A recent study in Environmental Health Perspectives sought to answer this question. Animal pollination supports the production of healthy fruits and vegetables that provide key nutrients and protect against noncommunicable disease. The shortage of insect and animal (e.g., bats, birds) pollinators means that some crops don’t pollinated and thus don’t produce food. The researchers aimed to model the impacts on current global human health from insufficient pollination via diet. Segmenting data by climate grow zone, they estimated current yield gaps for animal-pollinated foods and estimated the proportion of the gap attributable to insufficient pollinators based on existing research. They then simulated closing the “pollinator yield gaps” by eliminating the portion of total yield gaps attributable to insufficient pollination. Next, they used an agriculture–economic model to estimate the impacts of closing the pollinator yield gap on food production, interregional trade, and consumption. Finally, they used a comparative risk assessment to estimate the related changes in dietary risks and mortality by country and globally. They also estimated the lost economic value of crop production for three diverse case-study countries: Honduras, Nepal, and Nigeria. Globally, they calculated that 3%–5% of fruit, vegetable, and nut production is lost due to inadequate pollination, leading to over 400,000 excess deaths annually from lost healthy food consumption and associated diseases, such as heart disease, stroke, diabetes and some cancers. The impacts were unevenly distributed. Lower-income countries lost more food, whereas impacts on food consumption and mortality attributable to insufficient pollination were greater in middle- and high-income countries with higher rates of noncommunicable disease. In the three case-study countries, they calculated the economic value of crop production to be 12%–31% lower than if pollinators were abundant. (See also: Loss of pollinators causing more than 400,000 early deaths a year: study)
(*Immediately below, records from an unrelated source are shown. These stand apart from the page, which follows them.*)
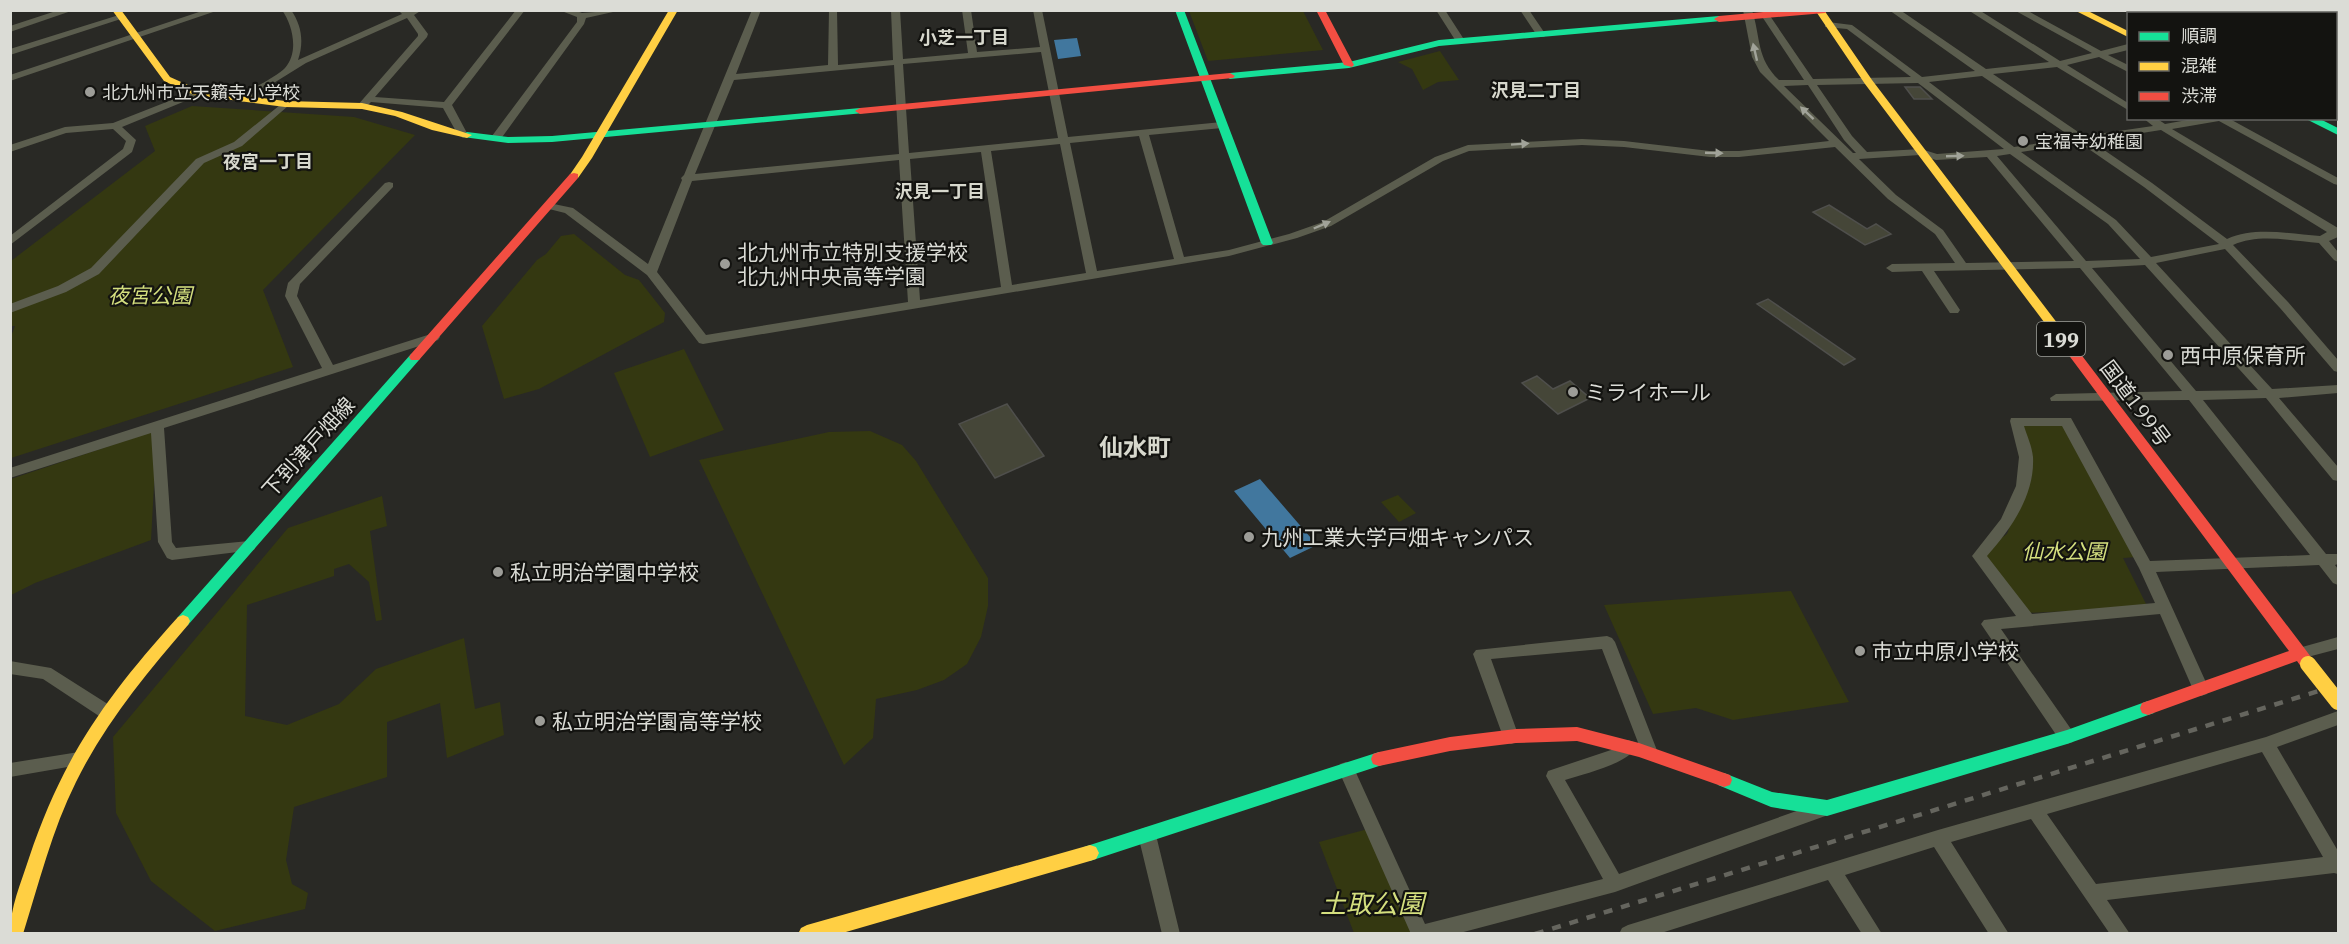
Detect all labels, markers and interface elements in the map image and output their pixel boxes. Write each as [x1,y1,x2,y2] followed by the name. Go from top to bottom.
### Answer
[2127,12,2337,120] legend
[2181,24,2217,47] text: 順調
[919,26,1009,49] district label: 小芝一丁目
[1750,43,1759,62] one-way arrow
[2181,54,2217,77] text: 混雑
[1491,79,1581,102] district label: 沢見二丁目
[102,81,300,104] place label: 北九州市立天籟寺小学校
[2181,84,2217,107] text: 渋滞
[83,85,97,99] marker: 北九州市立天籟寺小学校
[1799,106,1814,120] one-way arrow
[2035,130,2143,153] place label: 宝福寺幼稚園
[2016,134,2030,148] marker: 宝福寺幼稚園
[1511,140,1530,149] one-way arrow
[1705,149,1724,158] one-way arrow
[223,150,313,173] district label: 夜宮一丁目
[1945,151,1964,161] one-way arrow
[895,180,985,203] district label: 沢見一丁目
[1313,220,1331,229] one-way arrow
[737,238,968,290] place label: 北九州市立特別支援学校 北九州中央高等学園
[718,257,732,271] marker: 北九州市立特別支援学校 北九州中央高等学園
[108,281,195,309] park label: 夜宮公園
[2037,322,2085,356] road number: 199
[2180,341,2306,369] place label: 西中原保育所
[2161,348,2175,362] marker: 西中原保育所
[2094,354,2178,452] street label: 国道199号
[1585,378,1711,406] place label: ミライホール
[1566,385,1580,399] marker: ミライホール
[255,391,361,503] street label: 下到津戸畑線
[1099,431,1171,463] district label: 仙水町
[1261,523,1534,551] place label: 九州工業大学戸畑キャンパス
[1242,530,1256,544] marker: 九州工業大学戸畑キャンパス
[2022,537,2109,565] park label: 仙水公園
[510,558,699,586] place label: 私立明治学園中学校
[491,565,505,579] marker: 私立明治学園中学校
[1872,637,2019,665] place label: 市立中原小学校
[1853,644,1867,658] marker: 市立中原小学校
[552,707,762,735] place label: 私立明治学園高等学校
[533,714,547,728] marker: 私立明治学園高等学校
[1320,886,1428,920] park label: 土取公園

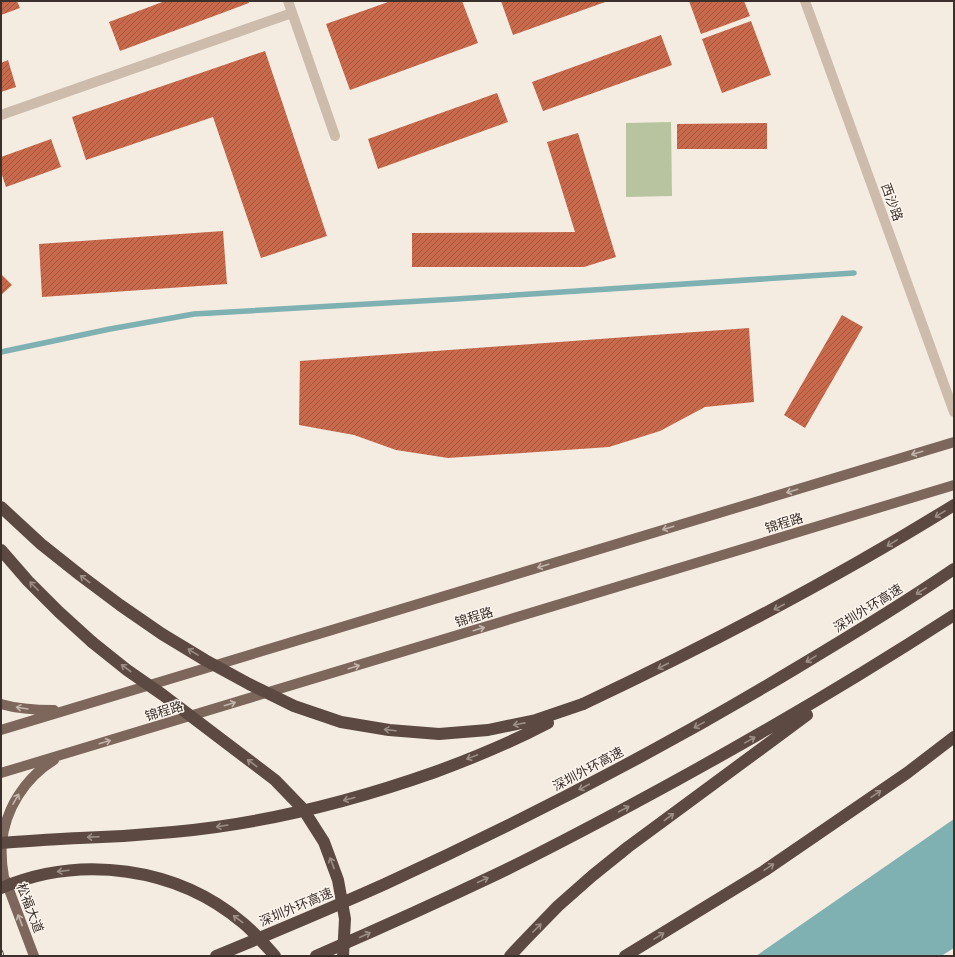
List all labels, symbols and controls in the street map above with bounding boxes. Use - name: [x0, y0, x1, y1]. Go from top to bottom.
- street label: 西沙路: [878, 181, 906, 223]
- one-way arrow: [910, 450, 923, 457]
- one-way arrow: [786, 488, 799, 495]
- street label: 锦程路: [763, 510, 805, 536]
- one-way arrow: [935, 510, 946, 518]
- one-way arrow: [661, 525, 674, 532]
- one-way arrow: [886, 539, 898, 547]
- one-way arrow: [537, 563, 550, 570]
- one-way arrow: [80, 575, 91, 584]
- one-way arrow: [29, 581, 38, 591]
- street label: 深圳外环高速: [831, 581, 905, 635]
- one-way arrow: [916, 586, 927, 595]
- one-way arrow: [773, 603, 785, 611]
- street label: 锦程路: [453, 604, 495, 630]
- one-way arrow: [472, 625, 485, 632]
- one-way arrow: [187, 648, 199, 656]
- one-way arrow: [805, 656, 817, 664]
- one-way arrow: [347, 663, 360, 670]
- one-way arrow: [657, 663, 669, 670]
- one-way arrow: [120, 664, 131, 673]
- street label: 锦程路: [143, 698, 185, 724]
- one-way arrow: [223, 700, 236, 707]
- one-way arrow: [16, 704, 29, 712]
- one-way arrow: [513, 720, 526, 728]
- one-way arrow: [693, 721, 705, 729]
- one-way arrow: [384, 726, 397, 734]
- one-way arrow: [744, 735, 756, 743]
- one-way arrow: [99, 738, 112, 745]
- street label: 深圳外环高速: [550, 744, 626, 794]
- one-way arrow: [467, 754, 479, 761]
- one-way arrow: [247, 759, 258, 767]
- one-way arrow: [579, 783, 591, 791]
- one-way arrow: [871, 790, 882, 798]
- one-way arrow: [13, 793, 21, 805]
- one-way arrow: [343, 796, 356, 803]
- one-way arrow: [618, 805, 630, 812]
- one-way arrow: [663, 813, 674, 822]
- one-way arrow: [216, 822, 229, 830]
- one-way arrow: [87, 834, 100, 841]
- one-way arrow: [327, 857, 335, 869]
- one-way arrow: [763, 863, 774, 871]
- one-way arrow: [57, 867, 70, 875]
- one-way arrow: [476, 876, 488, 883]
- street label: 松福大道: [14, 881, 46, 935]
- street label: 深圳外环高速: [257, 885, 335, 929]
- one-way arrow: [16, 914, 24, 926]
- one-way arrow: [232, 914, 243, 923]
- one-way arrow: [532, 923, 542, 933]
- one-way arrow: [358, 930, 370, 938]
- one-way arrow: [653, 931, 665, 939]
Image in public domain. Photo by Dave Clubb on Unsplash.

Green environments in residential areas may impact the composition of sugar molecules in breastmilk

Living in a greener environment has an impact on the composition of mother’s breastmilk, which in turn may affect the infant’s health. The paper is published in the journal Scientific Reports. The research, conducted at the Departments of Biology and Public Health at University of Turku, examined the association between the residential green environment and the individual oligosaccharide profile in the mother’s breastmilk. Oligosaccharides are sugar molecules that are the most common component in breastmilk after lactose and fat. So far, approximately 200 oligosaccharides have been discovered and they form a very versatile group of different kinds of complex structures. The oligosaccharides in breastmilk can protect the infant from harmful microbes and reduce the risk of developing allergies and diseases. The oligosaccharides are also closely connected to the immune system and gut microbiota which also have an impact the infant’s health. “This could indicate that increased everyday contacts with nature could be beneficial for breastfeeding mothers and their children […]. The results imply that breastfeeding could have a mediating role between residential green environments and health in infancy,” says Lahdenperä. She continues, “The results highlight the importance of understanding the biological pathways that can impact health and lead to the development of different diseases starting from infancy.”